これは、この地が中央から離れており、民達の信望が乏しかったのが理由として大きい。
それに加え、この地は流刑地としての側面もあり中央への反抗心は強かったのだ。あちこちで、反乱が勃発していたため、実質的にこの地の朝鮮軍は機能していなかった。むしろ、織田軍に積極的に協力を申し出てくるものも少なくなかったのだ。
いずれにせよ、地元の民が協力してくれるというのであれば、拒む必要はない。

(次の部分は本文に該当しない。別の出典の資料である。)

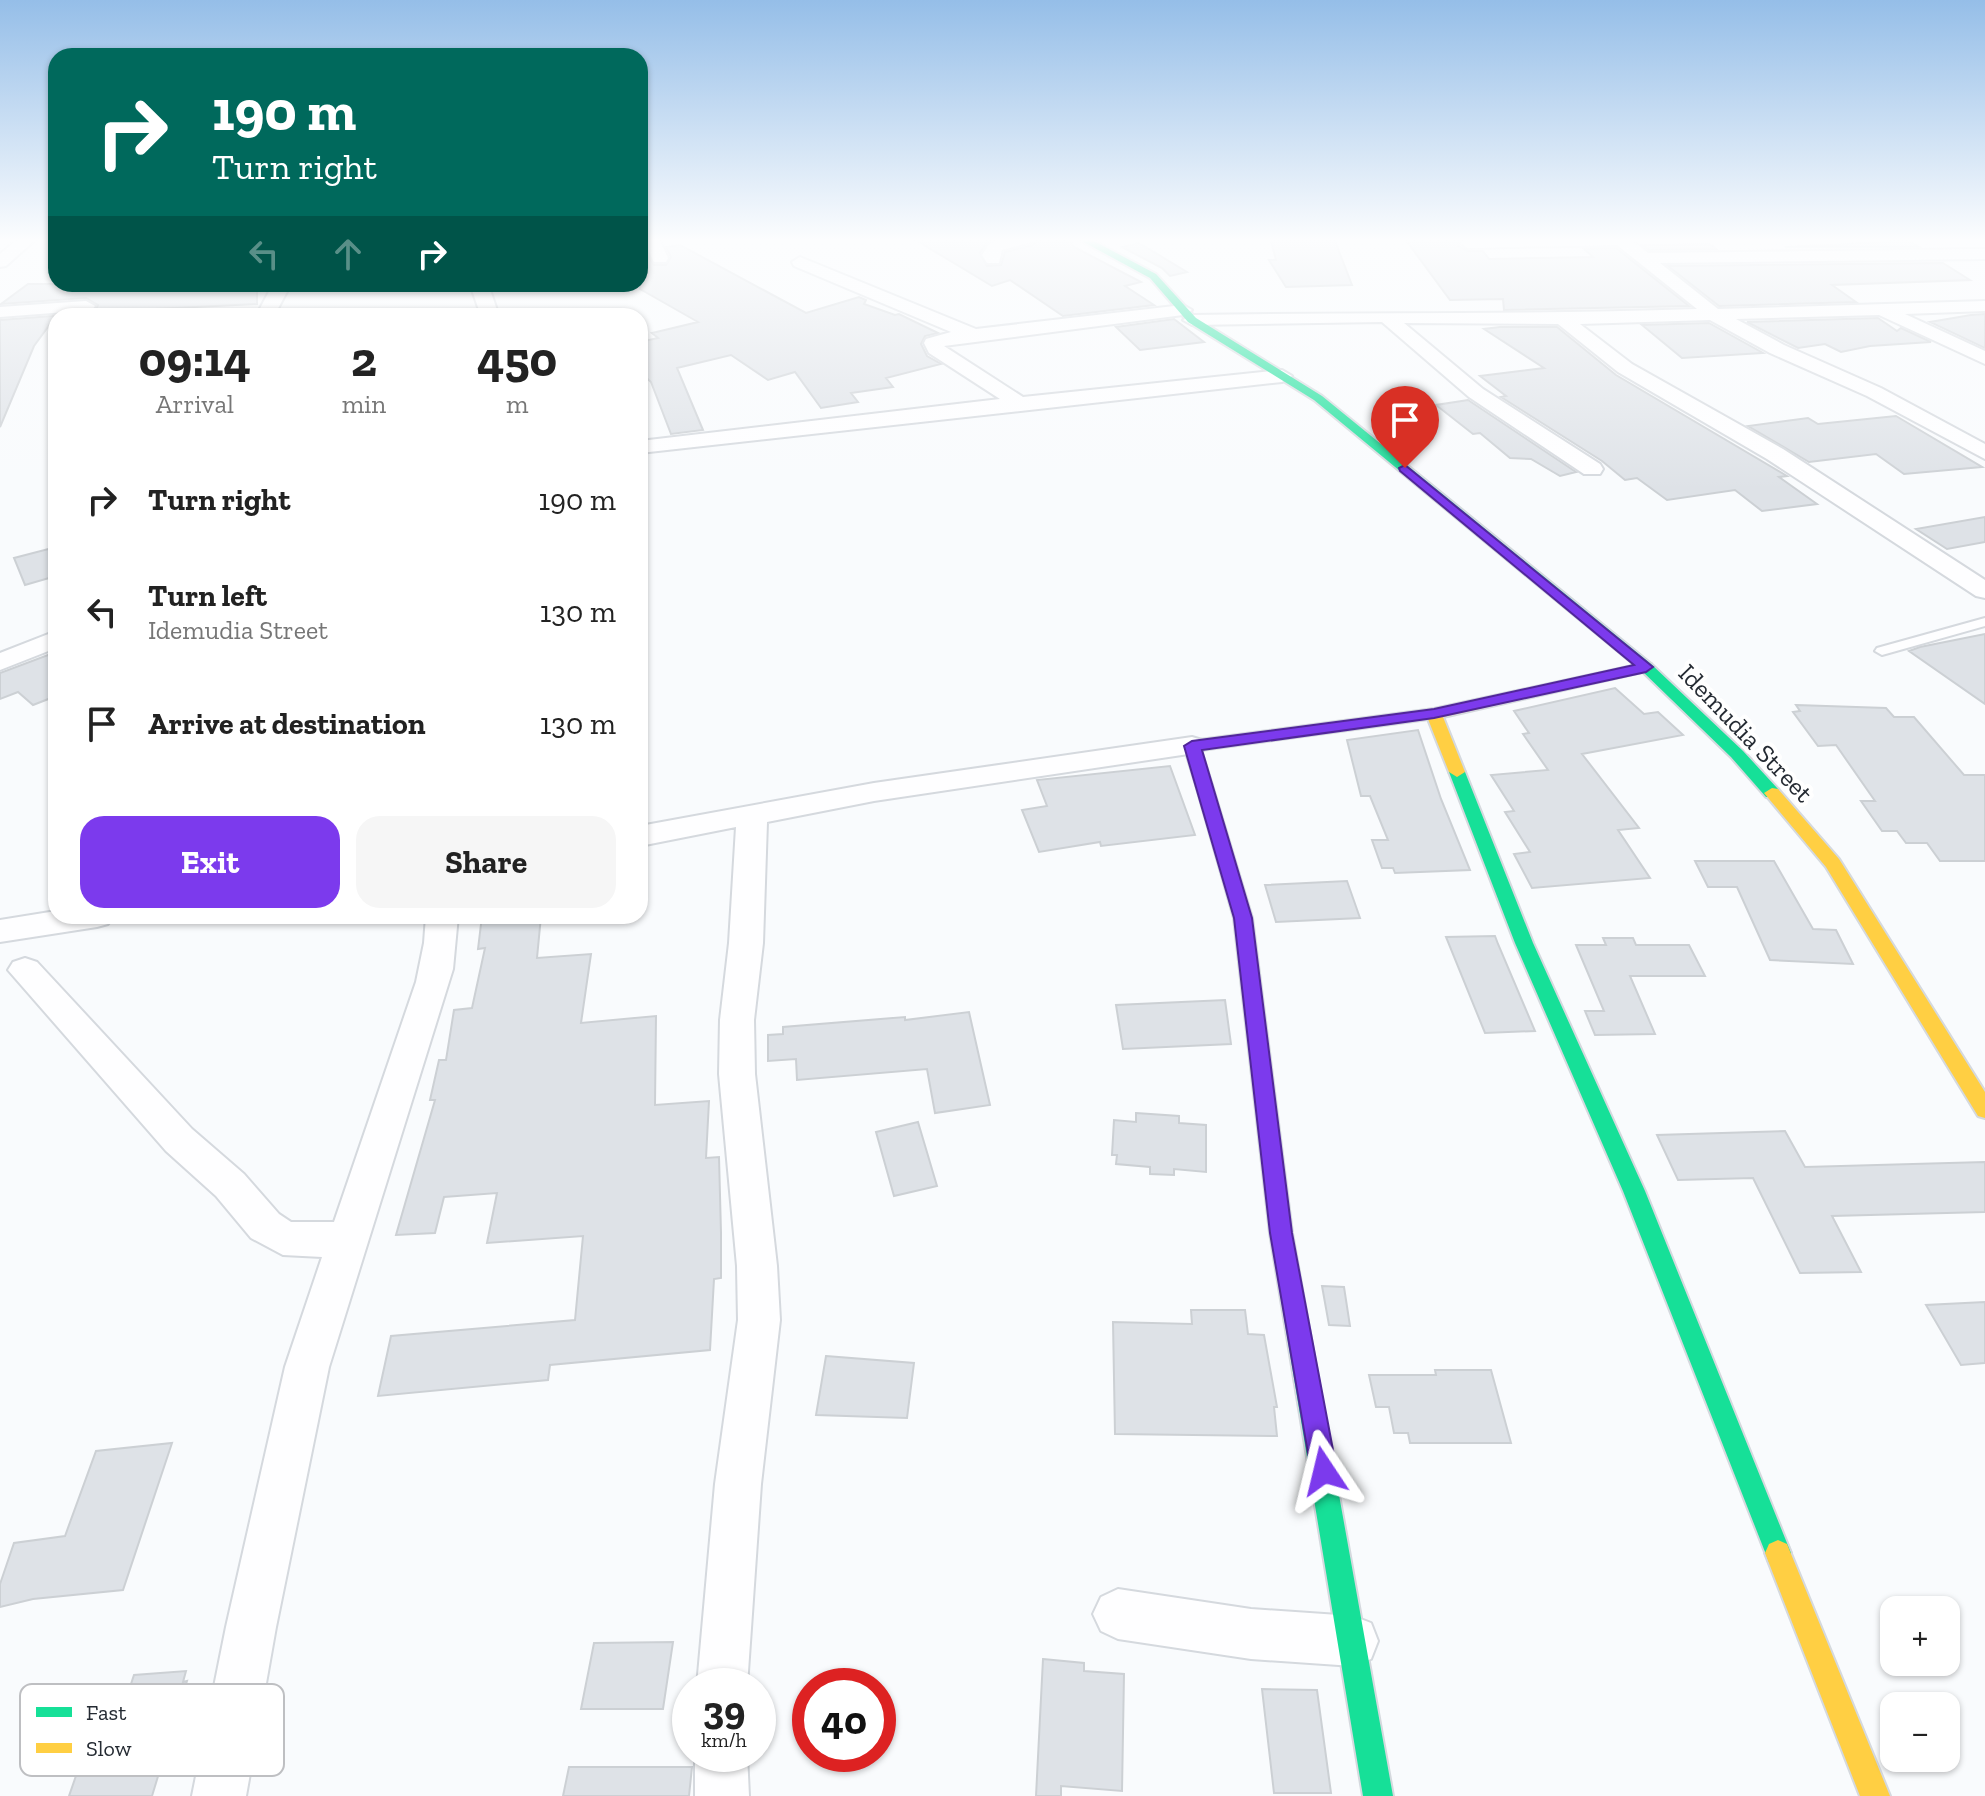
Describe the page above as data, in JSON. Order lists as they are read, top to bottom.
{
  "streets": {
    "street": ["Idemudia Street"]
  },
  "legend": ["Fast", "Slow"],
  "page": {
    "turn": ["190 m", "Turn right"],
    "eta": [
      "09:14",
      "Arrival",
      "2",
      "min",
      "450",
      "m"
    ],
    "list": [
      {
        "name": "Turn right",
        "value": "190 m"
      },
      {
        "name": "Turn left",
        "note": "Idemudia Street",
        "value": "130 m"
      },
      {
        "name": "Arrive at destination",
        "value": "130 m"
      }
    ],
    "buttons": ["Exit", "Share"],
    "map_buttons": ["+", "−"],
    "speed": "39 km/h",
    "limit": "40"
  }
}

第四軍の幹部達は彼らを積極的に受け入れた。
引き渡された二王子を漢城へと送り届けると、第四軍幹部達は、会寧の地にて今後の方針を巡って軍議を開始した。
本来、この第四軍の司令官は龍寺政家だ。
だが、この政家は病弱でもありかつて肥前の熊と恐れられた九州三雄の一人・龍造寺隆信の子とは思えないほどだった。
大名としての発言力も乏しく、実質的な議論は政家の家臣である鍋島直茂と清正に任せられていたのである。

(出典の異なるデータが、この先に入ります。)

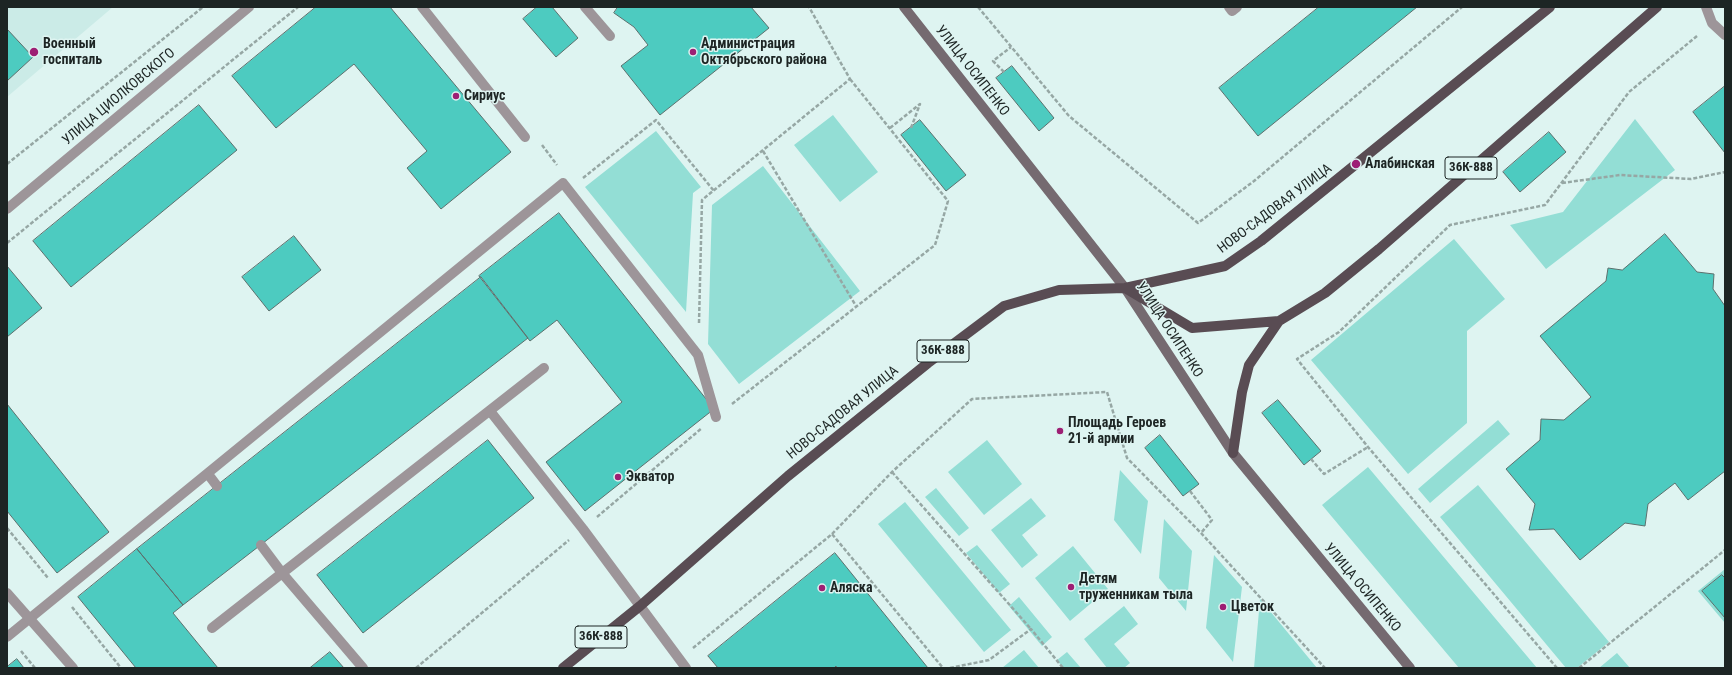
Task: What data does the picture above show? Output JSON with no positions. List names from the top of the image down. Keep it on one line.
{"streets":{"main road":["УЛИЦА ОСИПЕНКО","36К-888","НОВО-САДОВАЯ УЛИЦА"],"street":["УЛИЦА ЦИОЛКОВСКОГО"]},"crossings":[["УЛИЦА ОСИПЕНКО","36К-888"],["УЛИЦА ОСИПЕНКО","НОВО-САДОВАЯ УЛИЦА"],["36К-888","НОВО-САДОВАЯ УЛИЦА"]],"places":["Военный госпиталь","Администрация Октябрьского района","Сириус","Алабинская","Площадь Героев 21-й армии","Экватор","Детям труженникам тыла","Аляска","Цветок"]}
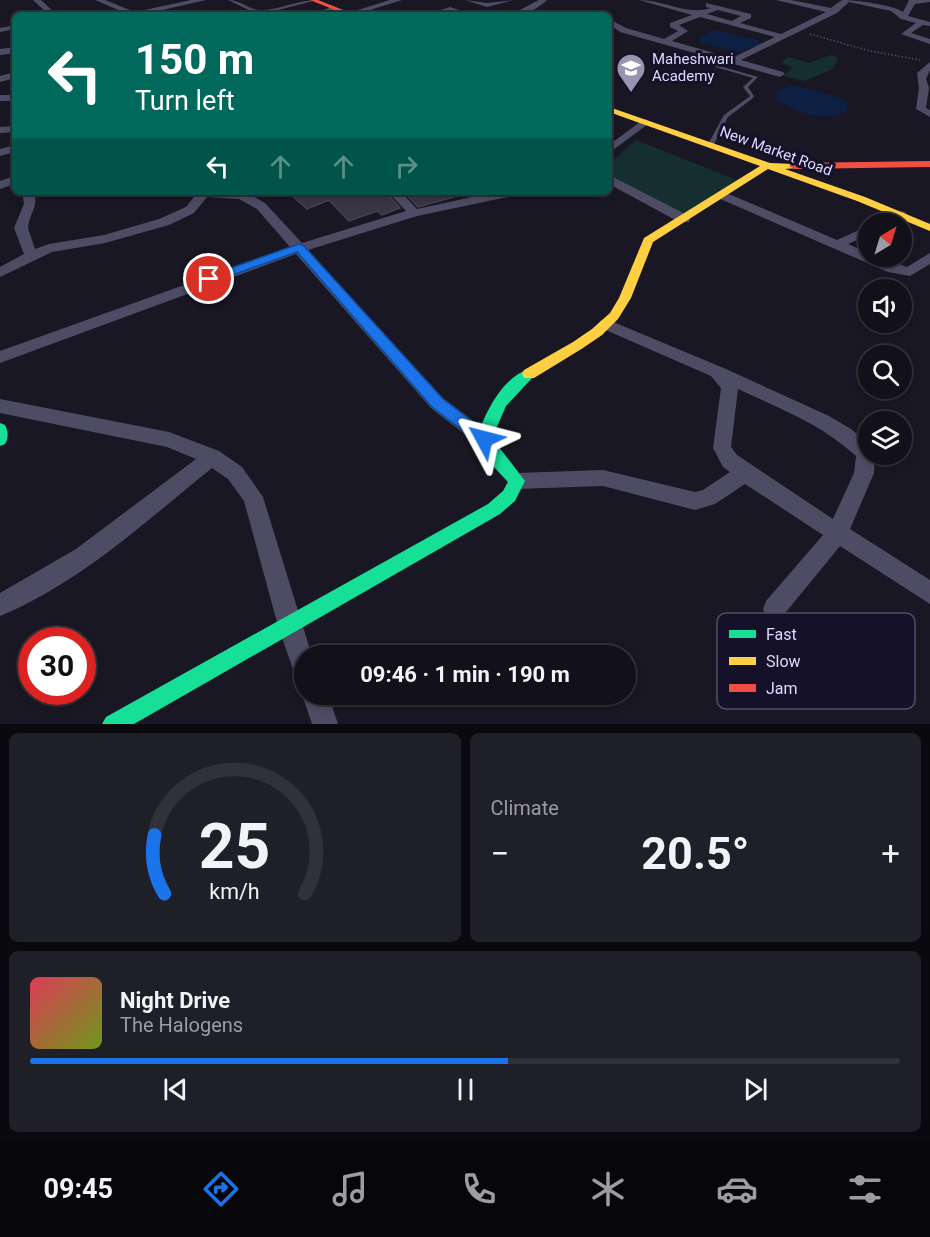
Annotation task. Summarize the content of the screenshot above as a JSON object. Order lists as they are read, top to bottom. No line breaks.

「予想以上にも順調でござるな。どうされるおつもりか?」
「うむ。そうよのう。ここは、北の方を攻めてみようかと思っておる」
「北の方、ですか?」
「この地に住む者どもが言う、おらんかいとやらにな。朝鮮を完全に制圧すれば、その先は明じゃ。その明へと進む経路も見つけておく必要があるしのう」
ふふふ、と清正は微笑む。
充実感に満ちた、生き生きとした笑顔だった。
まさに若さ溢れる、といった様子だ。
「幸い、この地の民は我らを歓迎しておる。鍋島殿、この地を慰撫するのはさほど難事ではありますまい」
「そうは思いますが……」
直茂は言いよどむが、清正はうむうむと勝手に頷くと直茂に安心させるように言う。
「何、そう無茶をする気はありませぬ。上様や殿に迷惑をかけるような事態に発展すると考えれば、即座に撤退しますゆえ」
「しかし、今行う必要はないのでは? この地の住民の慰撫に専念した方が」
「逆ですぞ。鍋島殿。異民族の討伐がこの地の住民たちの慰撫につながるのです」
清正が言った。
断言するような、強い口調だった。
「この地の民は、おらんかいとやらに強い恐怖を抱いております。彼らを討滅する事は、我らの強さを知らしめる事につながるかと」
清正は、強い口調で直茂に訴える。
戦国大名にとって、人気を高める方法は善政を敷く事だけではない。
強さを認めさせる事だった。
原則、民が大名に従うのは単に自分達の殿様だからではない。血筋だけで従っているわけではない。
強いからだ。
大名は異敵と戦い、民を守る盾であり剣でもある。
だからこそ、民は大名を自分達の君主として認め、税を治める事ができるのだ。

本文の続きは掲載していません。